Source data
▶

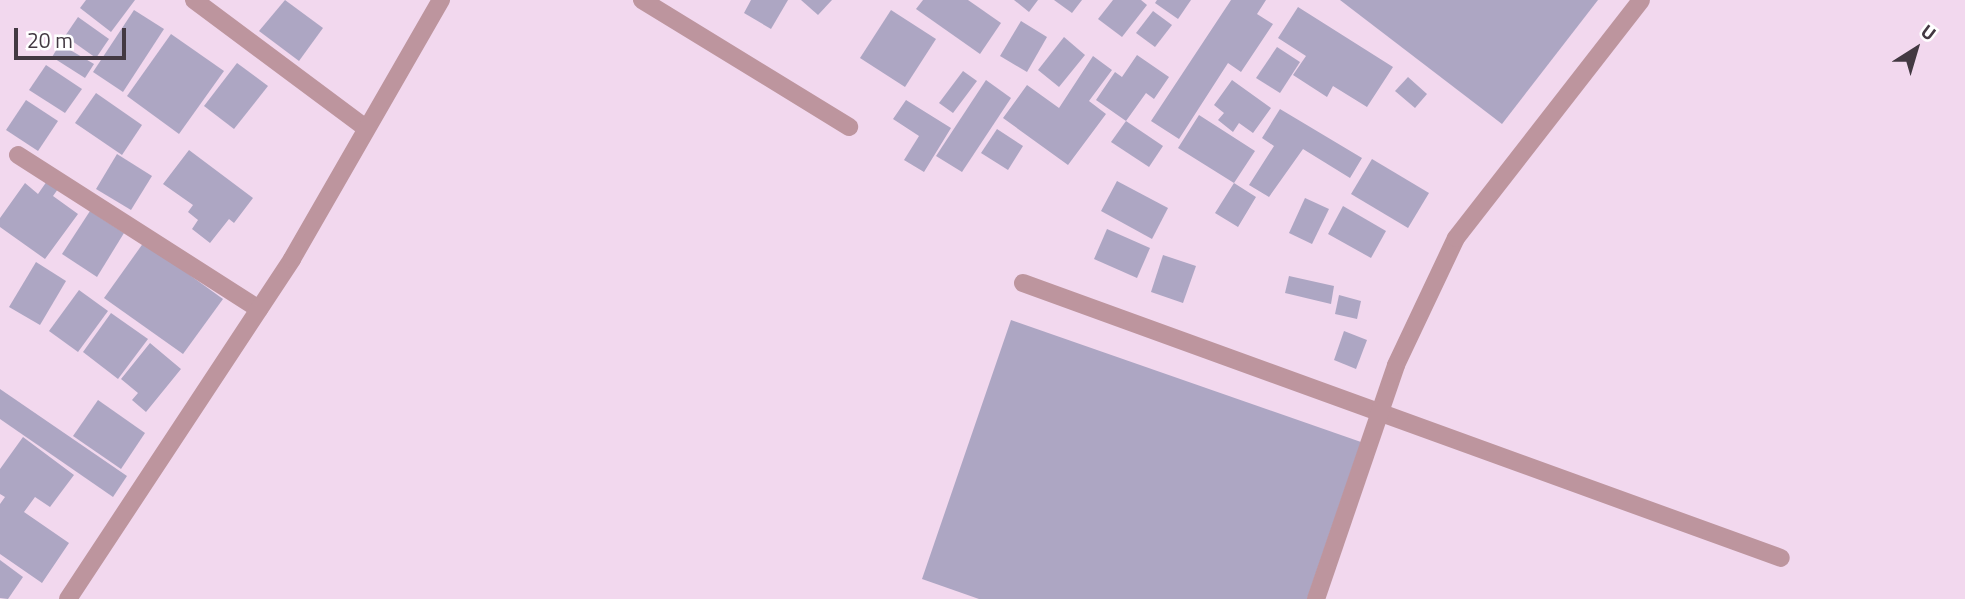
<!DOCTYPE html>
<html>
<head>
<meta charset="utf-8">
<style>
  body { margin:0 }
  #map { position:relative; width:1965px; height:599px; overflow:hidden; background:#f2d8ee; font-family:"Titillium Web",sans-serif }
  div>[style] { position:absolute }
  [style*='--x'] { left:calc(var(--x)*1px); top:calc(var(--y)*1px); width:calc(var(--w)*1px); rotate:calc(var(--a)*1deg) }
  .building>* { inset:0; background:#ada6c3 }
  .lane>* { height:18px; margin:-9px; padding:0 9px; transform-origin:9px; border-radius:9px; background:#bd959e }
  .street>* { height:18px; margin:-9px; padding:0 9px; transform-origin:9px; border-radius:9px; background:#bd959e }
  span { translate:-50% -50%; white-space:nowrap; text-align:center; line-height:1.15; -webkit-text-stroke:6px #fff; paint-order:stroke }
  .north { position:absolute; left:1881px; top:14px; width:70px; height:70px; -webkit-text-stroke:5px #fff; paint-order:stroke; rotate:37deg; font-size:19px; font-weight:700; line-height:28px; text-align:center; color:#433942 }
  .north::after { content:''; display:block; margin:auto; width:24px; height:32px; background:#433942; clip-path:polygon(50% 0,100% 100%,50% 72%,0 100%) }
  .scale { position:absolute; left:14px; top:28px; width:112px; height:32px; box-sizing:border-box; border:4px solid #433942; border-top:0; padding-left:9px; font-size:21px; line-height:24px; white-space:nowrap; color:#433942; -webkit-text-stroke:5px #fff; paint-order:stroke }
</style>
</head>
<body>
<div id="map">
  <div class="building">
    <div style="clip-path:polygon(86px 0,135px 0,111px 32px,80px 8px)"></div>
    <div style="clip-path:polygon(285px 0,323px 28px,299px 61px,259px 31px)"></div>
    <div style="clip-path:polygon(751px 0,788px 0,771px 29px,744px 13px)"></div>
    <div style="clip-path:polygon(801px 0,832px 0,818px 15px)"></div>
    <div style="clip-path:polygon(923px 0,968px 0,1001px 23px,980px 54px,916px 9px)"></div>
    <div style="clip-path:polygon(1014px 0,1038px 0,1029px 12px)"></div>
    <div style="clip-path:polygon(1054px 0,1082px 0,1072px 13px)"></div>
    <div style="clip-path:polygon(1113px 0,1141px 0,1147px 5px,1122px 37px,1098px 19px)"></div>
    <div style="clip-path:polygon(1157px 0,1191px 0,1178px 19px,1155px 3px)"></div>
    <div style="clip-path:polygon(1231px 0,1266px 0,1257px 14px,1273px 24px,1241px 72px,1228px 63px,1179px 139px,1151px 121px)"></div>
    <div style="clip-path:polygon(1340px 0,1598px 0,1502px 124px)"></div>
    <div style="clip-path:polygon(1298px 7px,1393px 67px,1367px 107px,1333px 86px,1327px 97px,1293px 75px,1306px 56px,1278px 38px)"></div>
    <div style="clip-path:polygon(134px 10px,164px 29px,123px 92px,93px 72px)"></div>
    <div style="clip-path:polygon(891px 10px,936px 39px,905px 87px,860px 58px)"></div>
    <div style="clip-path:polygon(1153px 11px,1172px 25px,1155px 47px,1136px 33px)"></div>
    <div style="clip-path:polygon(78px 17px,109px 39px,96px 58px,65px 36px)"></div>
    <div style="clip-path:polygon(1021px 21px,1047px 37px,1027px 72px,1000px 56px)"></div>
    <div style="clip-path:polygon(171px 34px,224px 71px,179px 134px,127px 96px)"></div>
    <div style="clip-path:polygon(1064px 37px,1085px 55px,1059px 87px,1038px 70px)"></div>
    <div style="clip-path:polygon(60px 44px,94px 64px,85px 78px,52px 57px)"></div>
    <div style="clip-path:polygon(1277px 47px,1300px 62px,1280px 93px,1256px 78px)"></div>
    <div style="clip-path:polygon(1137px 55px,1169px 77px,1154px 99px,1146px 93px,1126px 121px,1096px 100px,1115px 72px,1122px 77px)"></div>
    <div style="clip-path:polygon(1093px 56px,1112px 70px,1089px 101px,1106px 114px,1068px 165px,1003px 118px,1027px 85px,1059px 108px)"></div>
    <div style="clip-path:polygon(237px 63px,268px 86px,234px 129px,204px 106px)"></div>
    <div style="clip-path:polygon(46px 65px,82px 89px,65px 113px,29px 90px)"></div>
    <div style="clip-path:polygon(963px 71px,977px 81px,953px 113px,939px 103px)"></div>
    <div style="clip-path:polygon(1408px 77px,1427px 94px,1415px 108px,1395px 91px)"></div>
    <div style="clip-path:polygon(986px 80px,1011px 98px,962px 172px,936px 156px)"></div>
    <div style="clip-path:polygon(1232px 80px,1271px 108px,1253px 133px,1239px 123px,1233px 132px,1218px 120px,1224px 113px,1214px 105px)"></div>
    <div style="clip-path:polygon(96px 93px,142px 125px,122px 155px,75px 123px)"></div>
    <div style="clip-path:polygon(26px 100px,58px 121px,38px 151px,6px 130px)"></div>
    <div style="clip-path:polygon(906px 100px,951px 128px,924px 172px,904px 160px,919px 136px,893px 119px)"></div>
    <div style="clip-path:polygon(1280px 109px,1362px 158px,1350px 178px,1303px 149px,1269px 197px,1249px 185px,1274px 146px,1262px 138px)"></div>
    <div style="clip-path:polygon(1199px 115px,1255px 151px,1234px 183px,1256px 197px,1238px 227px,1215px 213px,1234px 183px,1178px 148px)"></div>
    <div style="clip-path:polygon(1126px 121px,1163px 146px,1149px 167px,1111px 142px)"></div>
    <div style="clip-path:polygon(997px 129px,1023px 146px,1008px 170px,981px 153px)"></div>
    <div style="clip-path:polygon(189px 150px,253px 198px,234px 223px,229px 219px,210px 243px,192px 229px,198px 220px,188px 212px,193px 205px,163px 184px)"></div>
    <div style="clip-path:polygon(117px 154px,152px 176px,131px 210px,96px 189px)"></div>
    <div style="clip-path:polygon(1372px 159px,1429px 193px,1408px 228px,1351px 194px)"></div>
    <div style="clip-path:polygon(47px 181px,58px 189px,53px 196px,78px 214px,45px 259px,0 227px,0 218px,25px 183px,38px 194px)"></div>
    <div style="clip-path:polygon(1117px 181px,1168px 208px,1152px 239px,1101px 211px)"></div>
    <div style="clip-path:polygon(1305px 198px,1329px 209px,1312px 244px,1289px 233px)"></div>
    <div style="clip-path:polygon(1343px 206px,1386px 231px,1371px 258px,1328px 234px)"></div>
    <div style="clip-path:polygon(90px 211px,124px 233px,97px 277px,62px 254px)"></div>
    <div style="clip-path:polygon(1107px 229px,1150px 248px,1137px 278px,1094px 259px)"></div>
    <div style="clip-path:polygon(144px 242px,223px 299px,183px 354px,104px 298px)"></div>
    <div style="clip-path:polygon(1163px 255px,1196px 266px,1183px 303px,1151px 292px)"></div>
    <div style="clip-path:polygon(36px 262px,66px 281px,40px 325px,9px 307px)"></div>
    <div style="clip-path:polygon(1289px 276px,1334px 286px,1331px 304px,1285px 293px)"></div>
    <div style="clip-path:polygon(79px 290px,108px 311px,78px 352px,49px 331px)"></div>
    <div style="clip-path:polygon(1339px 295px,1361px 301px,1357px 319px,1335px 314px)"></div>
    <div style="clip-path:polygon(111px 313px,148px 339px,118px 379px,83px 352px)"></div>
    <div style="clip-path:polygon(1011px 320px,1361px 442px,1307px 599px,979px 599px,922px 579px)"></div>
    <div style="clip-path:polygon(1344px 331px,1367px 340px,1356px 369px,1334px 360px)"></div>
    <div style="clip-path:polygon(150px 343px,181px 369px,146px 412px,132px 400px,138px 393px,121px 379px)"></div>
    <div style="clip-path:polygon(0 389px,127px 476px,113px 497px,0 419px)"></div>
    <div style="clip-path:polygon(98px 400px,145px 433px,121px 469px,73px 436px)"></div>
    <div style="clip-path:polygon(23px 437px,74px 475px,50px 507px,35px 497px,24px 512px,69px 543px,42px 583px,0 554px,0 504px,5px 497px,0 494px,0 469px)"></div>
    <div style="clip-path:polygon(0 560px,23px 577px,8px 599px,0 598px)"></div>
  </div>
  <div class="lane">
    <div style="--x:1023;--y:283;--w:806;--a:19.94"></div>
    <div style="--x:1316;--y:599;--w:247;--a:-71.1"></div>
    <div style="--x:1396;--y:365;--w:140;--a:-64.7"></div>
    <div style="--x:1456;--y:238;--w:301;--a:-52.1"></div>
  </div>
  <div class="street">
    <div style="--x:194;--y:0;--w:214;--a:36.7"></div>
    <div style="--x:642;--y:0;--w:243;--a:31.5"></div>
    <div style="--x:18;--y:155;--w:286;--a:32.6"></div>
    <div style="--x:68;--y:599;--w:407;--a:-56.6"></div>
    <div style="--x:292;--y:259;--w:299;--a:-60.1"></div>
  </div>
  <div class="north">U</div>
  <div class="scale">20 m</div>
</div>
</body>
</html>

◀

*YOUR ASSIGNMENT*. Could you repeat exactly the lines above from the line with "position:relative; width:1965px; height:599px;" up to and including the line with "position:absolute; left:1881px; top:14px;", and only those?

*RESPONSE BELOW*.
  #map { position:relative; width:1965px; height:599px; overflow:hidden; background:#f2d8ee; font-family:"Titillium Web",sans-serif }
  div>[style] { position:absolute }
  [style*='--x'] { left:calc(var(--x)*1px); top:calc(var(--y)*1px); width:calc(var(--w)*1px); rotate:calc(var(--a)*1deg) }
  .building>* { inset:0; background:#ada6c3 }
  .lane>* { height:18px; margin:-9px; padding:0 9px; transform-origin:9px; border-radius:9px; background:#bd959e }
  .street>* { height:18px; margin:-9px; padding:0 9px; transform-origin:9px; border-radius:9px; background:#bd959e }
  span { translate:-50% -50%; white-space:nowrap; text-align:center; line-height:1.15; -webkit-text-stroke:6px #fff; paint-order:stroke }
  .north { position:absolute; left:1881px; top:14px; width:70px; height:70px; -webkit-text-stroke:5px #fff; paint-order:stroke; rotate:37deg; font-size:19px; font-weight:700; line-height:28px; text-align:center; color:#433942 }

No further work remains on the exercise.